High Definition TV is all digital. So if you have HD footage from a TV series, actually made in HD in the first place, you should be able to see it perfectly on your TV exactly as the producer wanted it to be seen.
There really is no reason to change it. Indeed, changing it in any way is more work for the TV channel, etc. It is bad enough they slap their damn logo on the image, but why make any changes?
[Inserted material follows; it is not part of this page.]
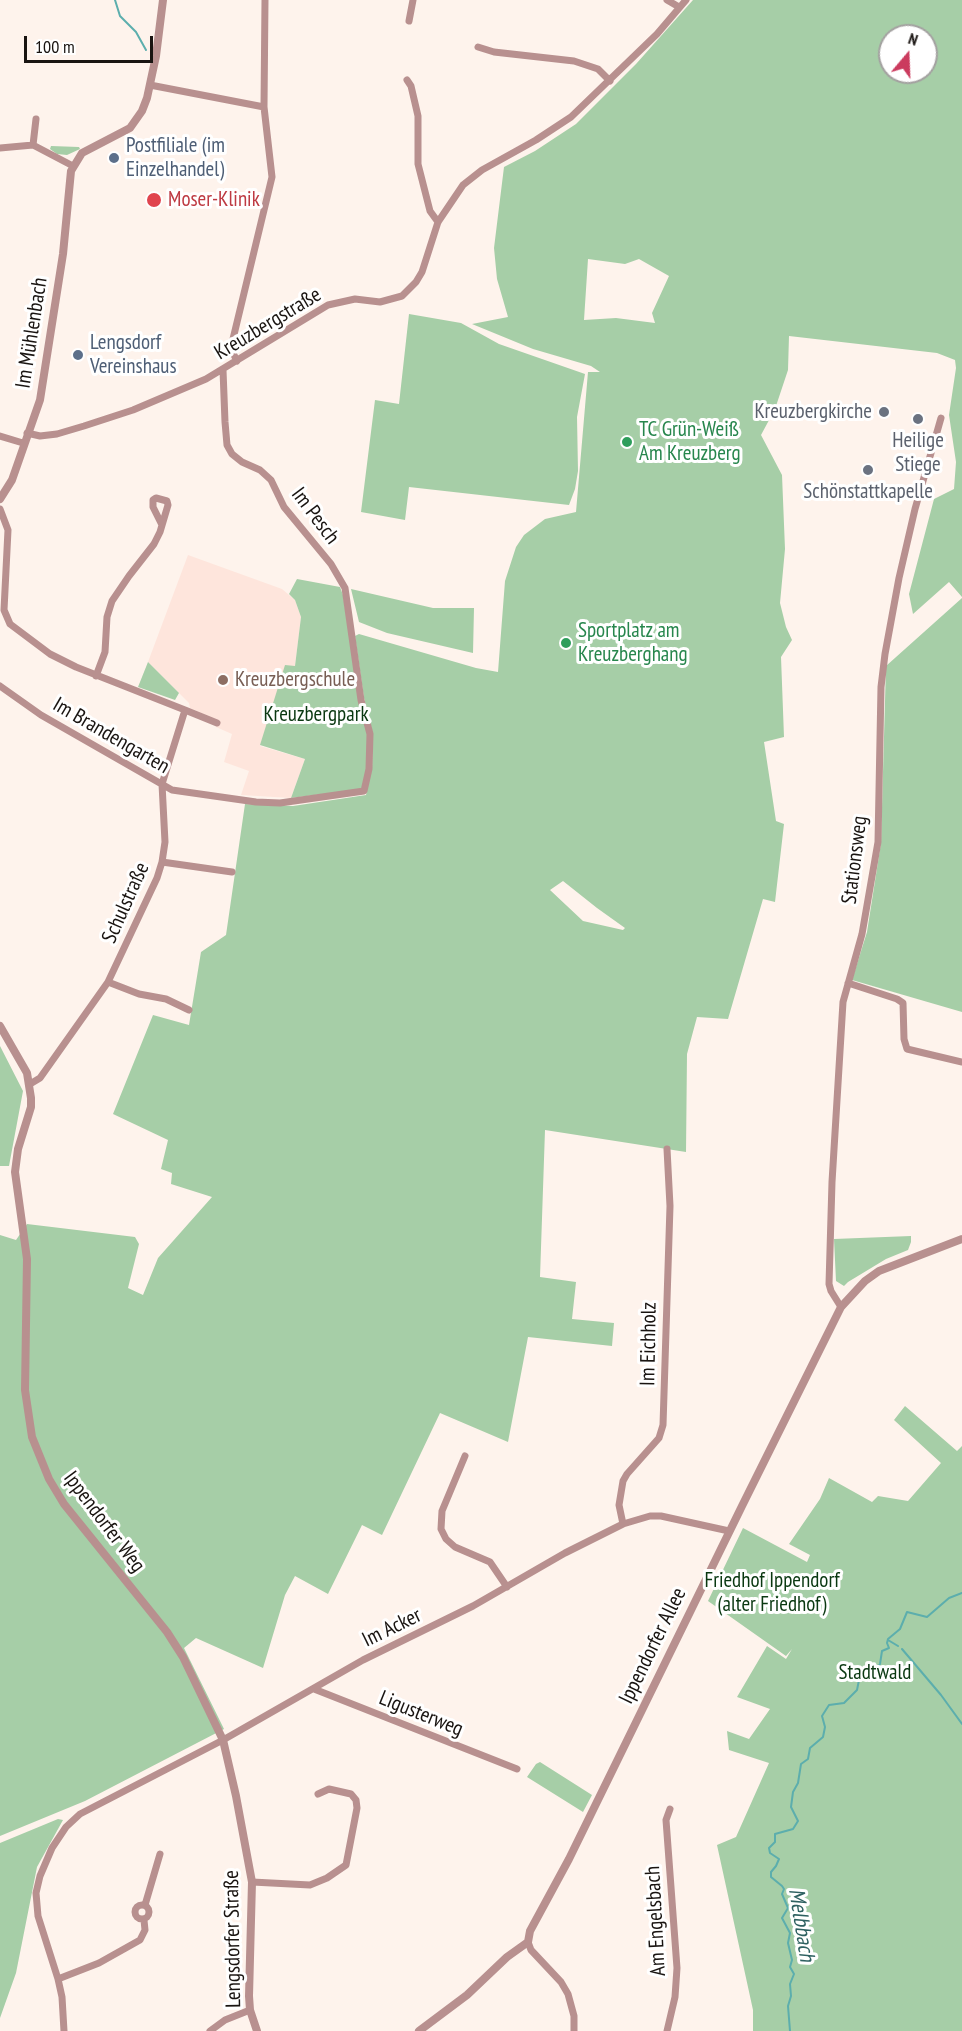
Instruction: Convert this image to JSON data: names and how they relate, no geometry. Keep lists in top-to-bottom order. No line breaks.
{"streets":{"street":["Kreuzbergstraße","Im Mühlenbach","Im Pesch","Im Brandengarten","Stationsweg","Schulstraße","Im Eichholz","Ippendorfer Weg","Im Acker","Ippendorfer Allee","Ligusterweg","Am Engelsbach","Lengsdorfer Straße"]},"crossings":[["Kreuzbergstraße","Im Mühlenbach"],["Kreuzbergstraße","Im Pesch"],["Im Pesch","Im Brandengarten"],["Im Brandengarten","Schulstraße"],["Stationsweg","Ippendorfer Allee"],["Schulstraße","Ippendorfer Weg"],["Im Eichholz","Im Acker"],["Ippendorfer Weg","Im Acker"],["Ippendorfer Weg","Lengsdorfer Straße"],["Im Acker","Ippendorfer Allee"],["Im Acker","Ligusterweg"],["Im Acker","Lengsdorfer Straße"]],"water":["Melbbach"],"parks":["Kreuzbergpark","Friedhof Ippendorf (alter Friedhof)","Stadtwald"],"places":["Postfiliale (im Einzelhandel)","Moser-Klinik","Lengsdorf Vereinshaus","Kreuzbergkirche","Heilige Stiege","TC Grün-Weiß Am Kreuzberg","Schönstattkapelle","Sportplatz am Kreuzberghang","Kreuzbergschule"],"scale_bar":"100 m","north":"top"}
I am sure I have blogged, like many others, on the total stupidity of overscan on HD TVs. TV screens are made with 1920x1080 pixels for full HD to match the format, and a full HD source should put the 1920x1080 pixels from the source on to the TV one-to-one. But for some stupid, and largely historical, reason some TVs are set, by default, to scale up the image so that we see slightly less than the full width and height stretched to TV size. This makes every single pixel softer as it is a calculated value from adjacent pixels. They are quite good at it, but it is different to the original and not as clear. Make sure you always set your HD TV to show HD images correctly and turn off overscan.
But I have started to notice some serious problems with some HD channels. Notable watching NCIS on Universal HD (on Sky), the colour is adjusted. Only during the programme, not the adverts, but people have red faces. It looks shite. Watching NCIS on another channel like FOX HD is fine.
Why the hell would anyone adjust an HD programme? Why not send each pixel as is without scaling or adjusting or anything. That gives the producer the best chance of showing the viewer what they intended. Yes, TVs have adjustments, though that really is a tad unnecessary though local lighting and colours could be relevant then.